Der Direktion ist es sehr wohl bewusst, dass jedem Mitarbeiter, egal aus welchem Bereich dessen Funktion angesiedelt ist, zur allgemein üblichen Belastung zusätzlich psychisch und emotional viel abverlangt wird. Deshalb finden regelmäßig Supervision-Sitzungen statt, für alle von der Reinigungskraft bis zum Direktor.
Da es nicht immer einfach ist mit Menschen mit Handicap umzugehen, es gibt ja auch ergreifende Schicksale und hier können und sollen sowohl Betroffene, als auch Familie und Betreuer mal richtig entspannen, da wird dann sicher viel geredet.

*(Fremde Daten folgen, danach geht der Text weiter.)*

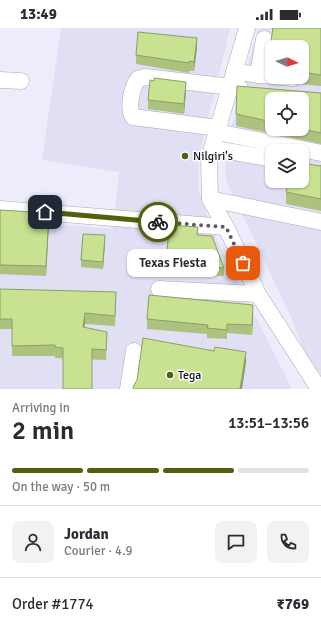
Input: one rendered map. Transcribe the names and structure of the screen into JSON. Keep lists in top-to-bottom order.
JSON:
{
  "places": ["Nilgiri's", "Texas Fiesta", "Tega"],
  "north": "right",
  "page": {
    "status": "13:49",
    "bubble": "Texas Fiesta",
    "heading": ["2 min", "Arriving in", "13:51–13:56"],
    "panel": [
      "Jordan",
      "Courier · 4.9",
      "Order #1774",
      "₹769"
    ],
    "bar": "On the way · 50 m"
  }
}
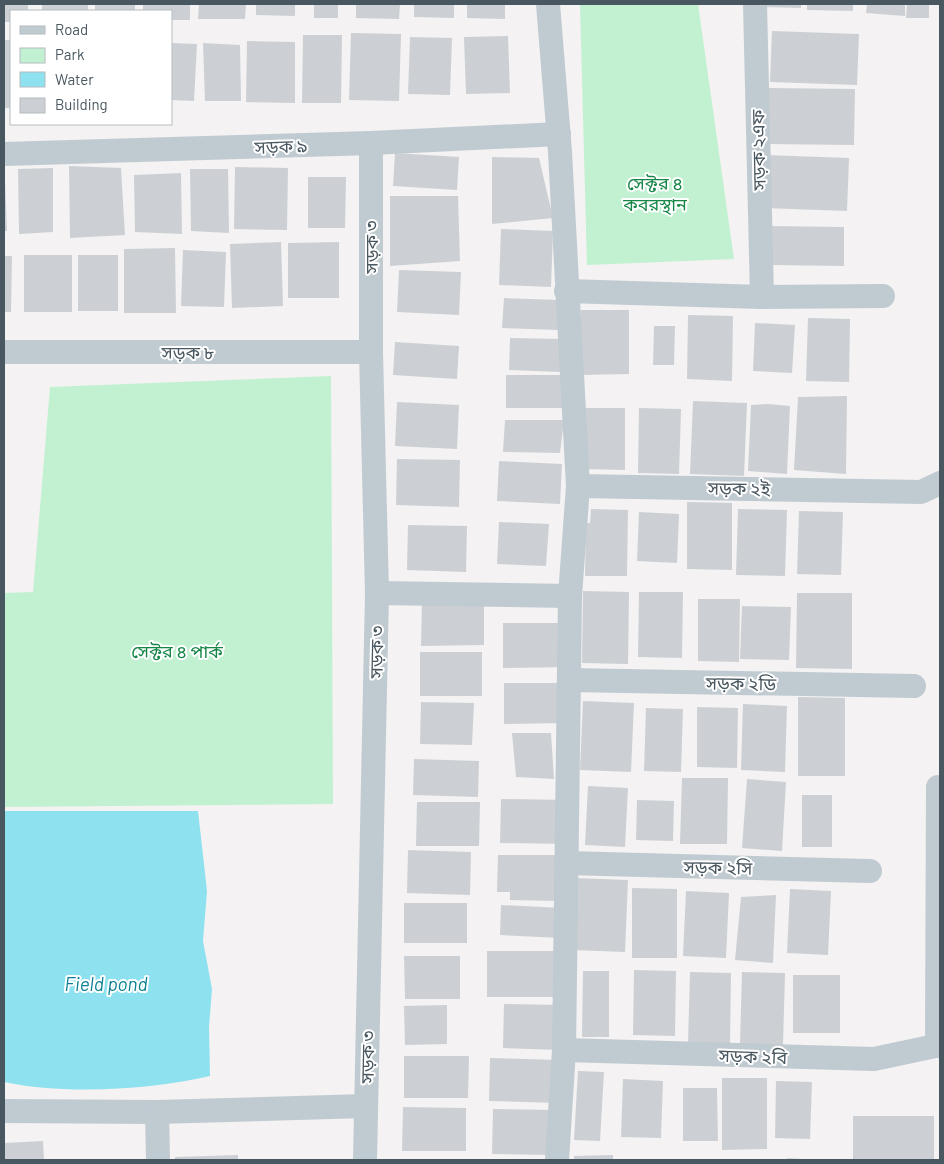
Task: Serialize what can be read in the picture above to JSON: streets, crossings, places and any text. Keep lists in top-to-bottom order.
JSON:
{
  "streets": {
    "street": [
      "সড়ক ৯",
      "সড়ক ২এফ",
      "সড়ক ৩",
      "সড়ক ৮",
      "সড়ক ২ই",
      "সড়ক ২ডি",
      "সড়ক ২সি",
      "সড়ক ২বি"
    ]
  },
  "crossings": [
    ["সড়ক ৯", "সড়ক ৩"],
    ["সড়ক ৩", "সড়ক ৮"]
  ],
  "water": ["Field pond"],
  "parks": ["সেক্টর ৪ কবরস্থান", "সেক্টর ৪ পার্ক"],
  "legend": [
    "Road",
    "Park",
    "Water",
    "Building"
  ]
}
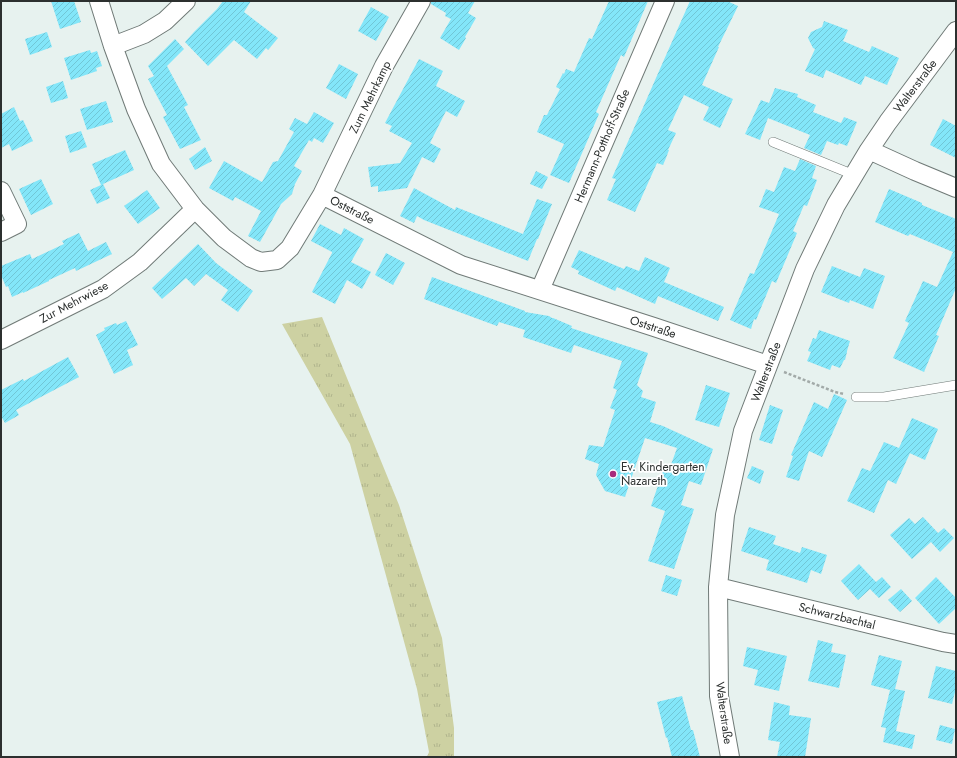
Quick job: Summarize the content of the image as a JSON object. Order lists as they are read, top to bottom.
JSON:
{
  "streets": {
    "street": [
      "Walterstraße",
      "Zum Mehrkamp",
      "Hermann-Potthoff-Straße",
      "Oststraße",
      "Zur Mehrwiese",
      "Schwarzbachtal"
    ]
  },
  "crossings": [
    ["Walterstraße", "Oststraße"],
    ["Walterstraße", "Schwarzbachtal"],
    ["Zum Mehrkamp", "Oststraße"],
    ["Hermann-Potthoff-Straße", "Oststraße"],
    ["Oststraße", "Zur Mehrwiese"]
  ],
  "places": ["Ev. Kindergarten Nazareth"]
}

Wir kennen das aus der Gruppe ja auch, wie gut es tut, sich mal Kummer von der Seele zu reden.
Bei Buchung wird den Gästen schon vorab eine Liste von barrierefreien Ausflugsmöglichkeiten zugesandt; es gibt auch Angebote ortsansässiger Unternehmen.

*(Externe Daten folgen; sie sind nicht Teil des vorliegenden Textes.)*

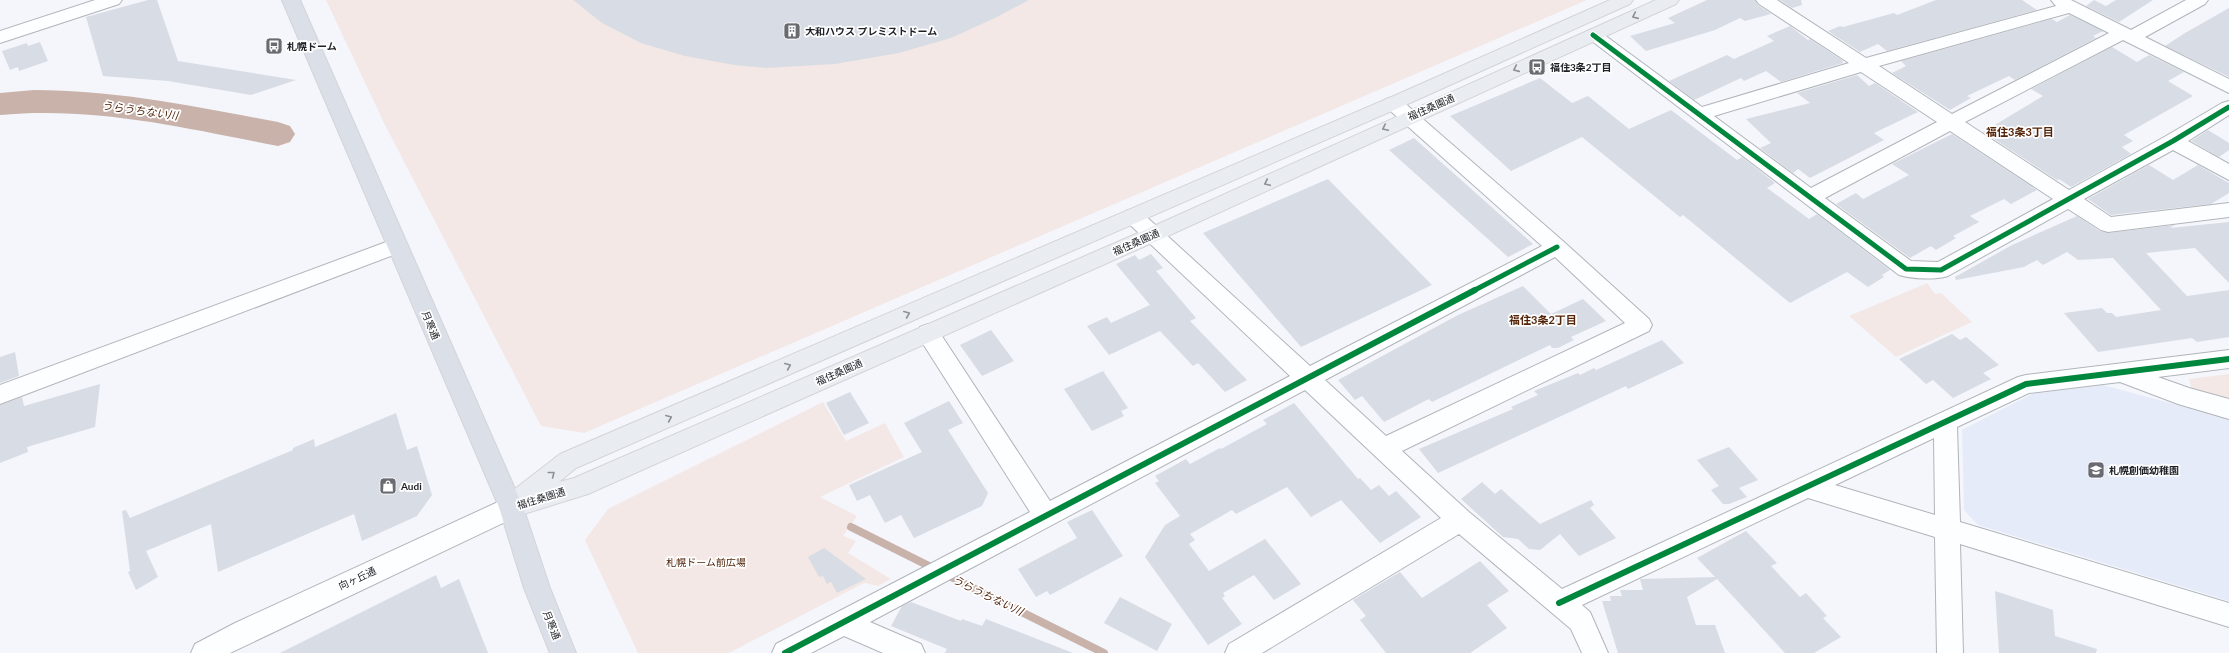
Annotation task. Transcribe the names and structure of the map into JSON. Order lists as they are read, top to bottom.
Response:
{
  "streets": {
    "highway": ["月寒通"],
    "main road": ["福住桑園通"],
    "street": ["向ヶ丘通"]
  },
  "crossings": [
    ["福住桑園通", "月寒通"],
    ["福住桑園通", "向ヶ丘通"],
    ["月寒通", "向ヶ丘通"]
  ],
  "districts": ["福住3条3丁目", "福住3条2丁目"],
  "water": ["うらうちない川"],
  "parks": ["札幌ドーム前広場"],
  "places": {
    "building": ["大和ハウス プレミストドーム"],
    "bus stop": ["札幌ドーム", "福住3条2丁目"],
    "school or university": ["札幌創価幼稚園"],
    "shop": ["Audi"]
  }
}
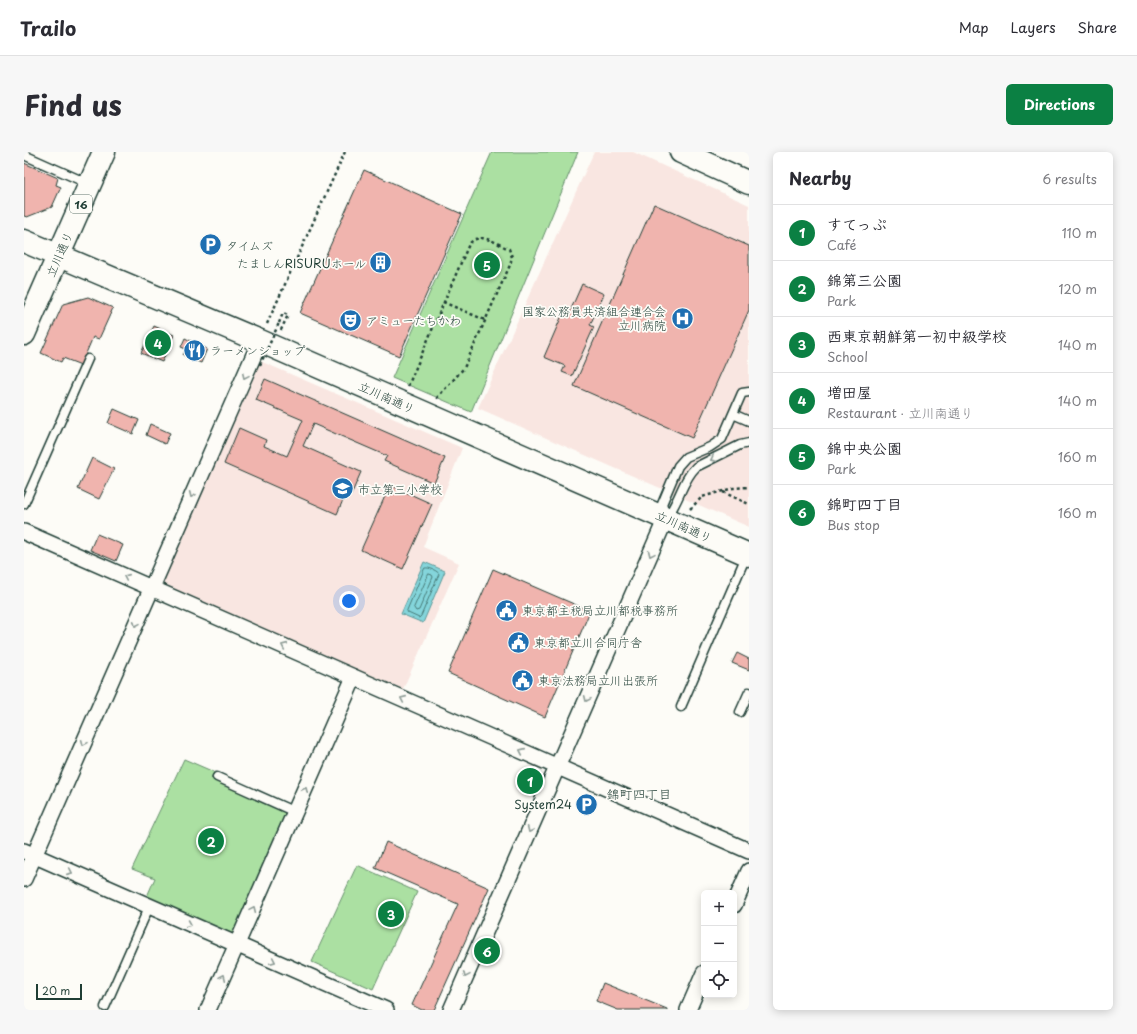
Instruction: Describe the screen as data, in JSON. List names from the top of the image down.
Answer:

Im Sommer ist das Hotel gut belegt, im Winter eher weniger. Daher gab es 2016 zum ersten Mal vom 23.12.bis 2.1. die Möglichkeit an Kursen, die von Therapeuten, Künstlern angeboten wurden, teilzunehmen. Das ist sehr gut angenommen worden. Klar, viele wollen zu der Zeit nicht alleine sein. In nächster Zeit werden 2 angrenzende Häuser ebenfalls zu Hotels umgebaut, allerdings nicht barrierefrei. Sie sollen besonders den Pflegenden zum verdienten Rückzug von der 24 Stunden Rundumbetreuung ermöglichen. Also, der Patient wohnt im Vorderhaus, trägt einen Notruf, der Betreuer wohnt, wenn gewünscht im Nebengebäude.

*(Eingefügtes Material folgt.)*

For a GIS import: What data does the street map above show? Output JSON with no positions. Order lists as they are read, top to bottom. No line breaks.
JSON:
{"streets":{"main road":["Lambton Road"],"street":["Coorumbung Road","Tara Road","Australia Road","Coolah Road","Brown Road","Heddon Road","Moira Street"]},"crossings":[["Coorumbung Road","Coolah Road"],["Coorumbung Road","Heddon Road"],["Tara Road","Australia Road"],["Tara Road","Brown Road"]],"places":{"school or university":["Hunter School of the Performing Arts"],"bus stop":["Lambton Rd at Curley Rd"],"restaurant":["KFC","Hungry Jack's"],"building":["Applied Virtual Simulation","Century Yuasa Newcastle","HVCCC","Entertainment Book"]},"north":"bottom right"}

Mit einem guten Cappuccino im Wintergarten haben wir diesen beeindruckenden Besuch beendet. Ich habe schon mehrere „barrierefreie“ Hotels angeschaut…… Rampe im Eingangsbereich, Aufzug und begehbare Bäder……….
Das, was ich im Ferienhotel in Berlingen gesehen und erlebt habe ist gelebte Inklusion. Mein Respekt gilt den Initiatoren und Mitarbeitern. Ich hoffe, dass es bald viel mehr dieser Angebote geben wird.